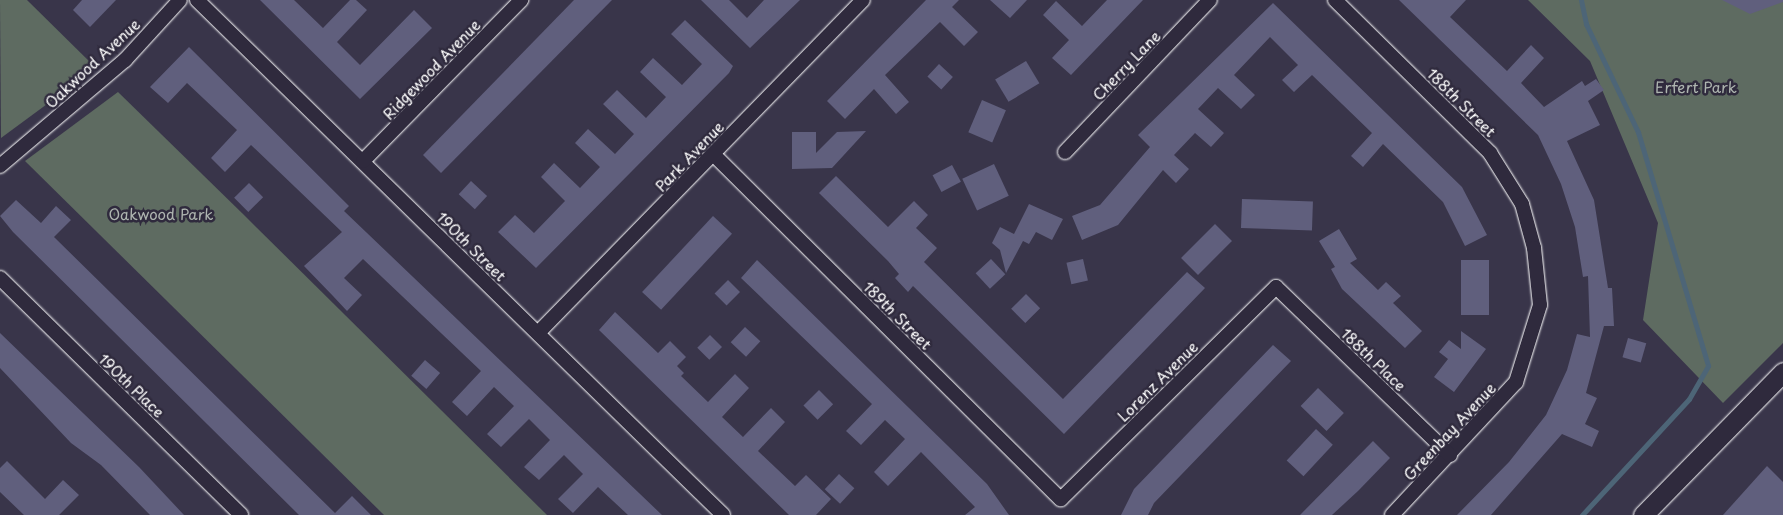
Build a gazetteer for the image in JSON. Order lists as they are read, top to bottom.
{
  "streets": {
    "street": [
      "Oakwood Avenue",
      "Cherry Lane",
      "Ridgewood Avenue",
      "188th Street",
      "Park Avenue",
      "190th Street",
      "189th Street",
      "188th Place",
      "Lorenz Avenue",
      "190th Place",
      "Greenbay Avenue"
    ]
  },
  "crossings": [
    ["Ridgewood Avenue", "190th Street"],
    ["188th Street", "Greenbay Avenue"],
    ["Park Avenue", "190th Street"],
    ["Park Avenue", "189th Street"],
    ["189th Street", "Lorenz Avenue"],
    ["188th Place", "Lorenz Avenue"],
    ["188th Place", "Greenbay Avenue"]
  ],
  "parks": ["Erfert Park", "Oakwood Park"]
}
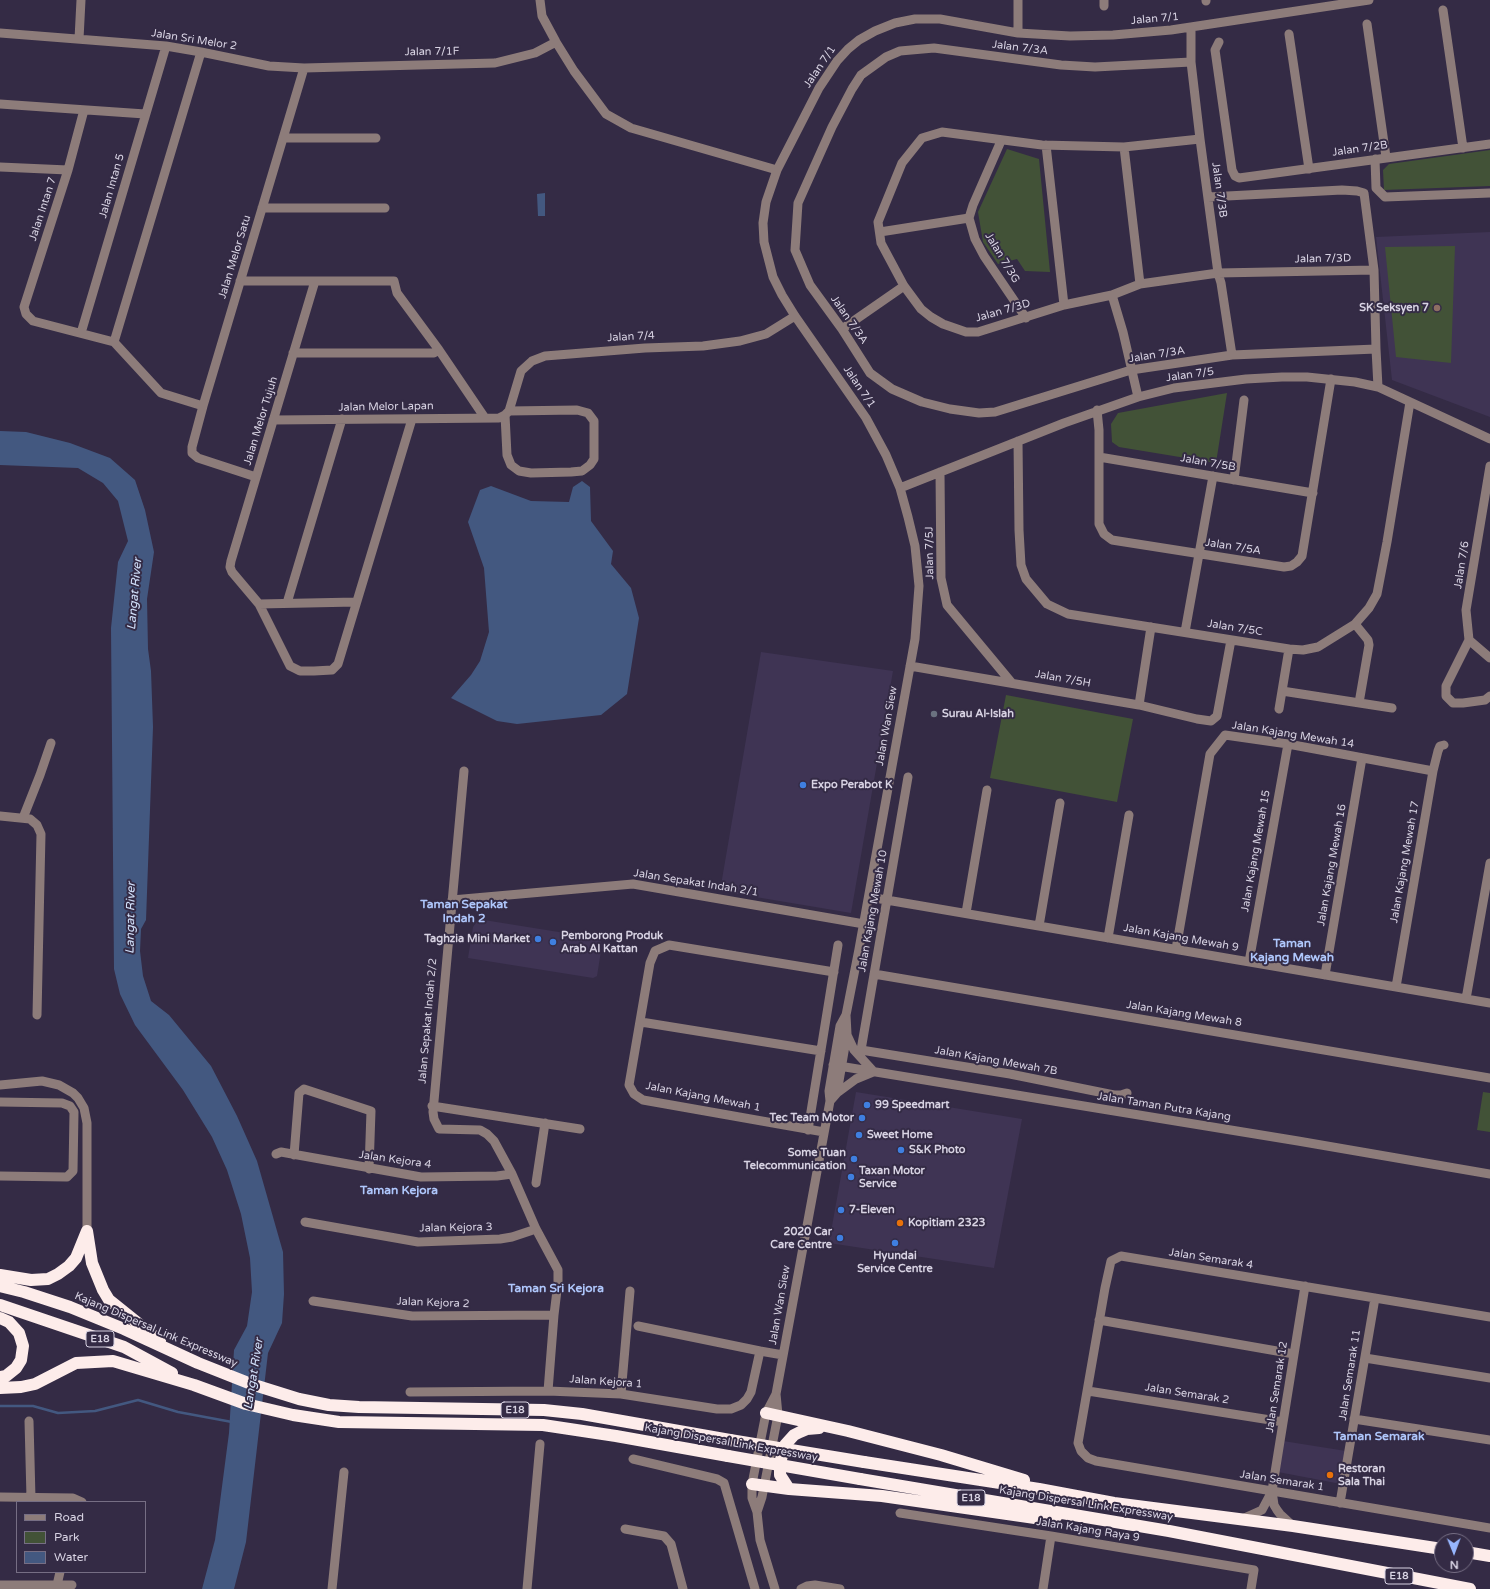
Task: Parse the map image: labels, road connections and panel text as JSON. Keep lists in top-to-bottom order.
{
  "streets": {
    "highway": ["Kajang Dispersal Link Expressway", "E18"],
    "street": [
      "Jalan 7/1",
      "Jalan Sri Melor 2",
      "Jalan 7/3A",
      "Jalan 7/1F",
      "Jalan 7/2B",
      "Jalan Intan 5",
      "Jalan 7/3B",
      "Jalan Intan 7",
      "Jalan Melor Satu",
      "Jalan 7/3G",
      "Jalan 7/3D",
      "Jalan 7/4",
      "Jalan 7/5",
      "Jalan Melor Lapan",
      "Jalan Melor Tujuh",
      "Jalan 7/5B",
      "Jalan 7/5A",
      "Jalan 7/5J",
      "Jalan 7/6",
      "Jalan 7/5C",
      "Jalan 7/5H",
      "Jalan Wan Siew",
      "Jalan Kajang Mewah 14",
      "Jalan Kajang Mewah 15",
      "Jalan Kajang Mewah 17",
      "Jalan Kajang Mewah 16",
      "Jalan Sepakat Indah 2/1",
      "Jalan Kajang Mewah 10",
      "Jalan Kajang Mewah 9",
      "Jalan Kajang Mewah 8",
      "Jalan Sepakat Indah 2/2",
      "Jalan Kajang Mewah 7B",
      "Jalan Kajang Mewah 1",
      "Jalan Taman Putra Kajang",
      "Jalan Kejora 4",
      "Jalan Kejora 3",
      "Jalan Semarak 4",
      "Jalan Kejora 2",
      "Jalan Semarak 11",
      "Jalan Kejora 1",
      "Jalan Semarak 12",
      "Jalan Semarak 2",
      "Jalan Semarak 1",
      "Jalan Kajang Raya 9"
    ]
  },
  "crossings": [
    ["Jalan 7/1", "Jalan 7/3B"],
    ["Jalan 7/1", "Jalan 7/4"],
    ["Jalan 7/1", "Jalan 7/5"],
    ["Jalan 7/1", "Jalan Wan Siew"],
    ["Jalan Sri Melor 2", "Jalan 7/1F"],
    ["Jalan Sri Melor 2", "Jalan Intan 5"],
    ["Jalan Sri Melor 2", "Jalan Melor Satu"],
    ["Jalan 7/3A", "Jalan 7/3B"],
    ["Jalan 7/1F", "Jalan Melor Satu"],
    ["Jalan Intan 5", "Jalan Intan 7"],
    ["Jalan 7/3B", "Jalan 7/3D"],
    ["Jalan Melor Satu", "Jalan Melor Tujuh"],
    ["Jalan 7/3G", "Jalan 7/3D"],
    ["Jalan 7/4", "Jalan Melor Lapan"],
    ["Jalan 7/5", "Jalan 7/5A"],
    ["Jalan 7/5", "Jalan 7/5J"],
    ["Jalan 7/5", "Jalan 7/5C"],
    ["Jalan 7/5", "Jalan Wan Siew"],
    ["Jalan Melor Lapan", "Jalan Melor Tujuh"],
    ["Jalan 7/5B", "Jalan 7/5A"],
    ["Jalan 7/5J", "Jalan 7/5H"],
    ["Jalan 7/5C", "Jalan 7/5H"],
    ["Jalan 7/5H", "Jalan Wan Siew"],
    ["Jalan Wan Siew", "Jalan Sepakat Indah 2/1"],
    ["Jalan Wan Siew", "Jalan Kajang Mewah 9"],
    ["Jalan Wan Siew", "Jalan Kajang Mewah 1"],
    ["Jalan Wan Siew", "Jalan Taman Putra Kajang"],
    ["Jalan Kajang Mewah 14", "Jalan Kajang Mewah 15"],
    ["Jalan Kajang Mewah 14", "Jalan Kajang Mewah 17"],
    ["Jalan Kajang Mewah 14", "Jalan Kajang Mewah 16"],
    ["Jalan Kajang Mewah 14", "Jalan Kajang Mewah 9"],
    ["Jalan Kajang Mewah 15", "Jalan Kajang Mewah 9"],
    ["Jalan Kajang Mewah 17", "Jalan Kajang Mewah 9"],
    ["Jalan Kajang Mewah 16", "Jalan Kajang Mewah 9"],
    ["Jalan Sepakat Indah 2/1", "Jalan Sepakat Indah 2/2"],
    ["Jalan Kajang Mewah 10", "Jalan Kajang Mewah 9"],
    ["Jalan Kajang Mewah 10", "Jalan Kajang Mewah 8"],
    ["Jalan Kajang Mewah 10", "Jalan Kajang Mewah 7B"],
    ["Jalan Sepakat Indah 2/2", "Jalan Kejora 4"],
    ["Jalan Semarak 4", "Jalan Semarak 11"],
    ["Jalan Semarak 4", "Jalan Semarak 12"],
    ["Jalan Semarak 4", "Jalan Semarak 2"],
    ["Jalan Semarak 4", "Jalan Semarak 1"],
    ["Kajang Dispersal Link Expressway", "Jalan Semarak 12"],
    ["Jalan Semarak 11", "Jalan Semarak 1"],
    ["Jalan Semarak 12", "Jalan Semarak 2"],
    ["Jalan Semarak 12", "Jalan Semarak 1"]
  ],
  "districts": [
    "Taman Sepakat Indah 2",
    "Taman Kajang Mewah",
    "Taman Kejora",
    "Taman Sri Kejora",
    "Taman Semarak"
  ],
  "water": ["Langat River"],
  "places": [
    "SK Seksyen 7",
    "Surau Al-Islah",
    "Expo Perabot K",
    "Taghzia Mini Market",
    "Pemborong Produk Arab Al Kattan",
    "99 Speedmart",
    "Tec Team Motor",
    "Sweet Home",
    "S&K Photo",
    "Some Tuan Telecommunication",
    "Taxan Motor Service",
    "7-Eleven",
    "Kopitiam 2323",
    "2020 Car Care Centre",
    "Hyundai Service Centre",
    "Restoran Sala Thai"
  ],
  "legend": ["Road", "Park", "Water"],
  "north": "bottom"
}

·····

EXERCISE OBJECTIVE.
Whenever the word "Greenbay" shows up in a line of the entries, list that line.

FINAL ANSWER.
      "Greenbay Avenue"
    ["188th Street", "Greenbay Avenue"],
    ["188th Place", "Greenbay Avenue"]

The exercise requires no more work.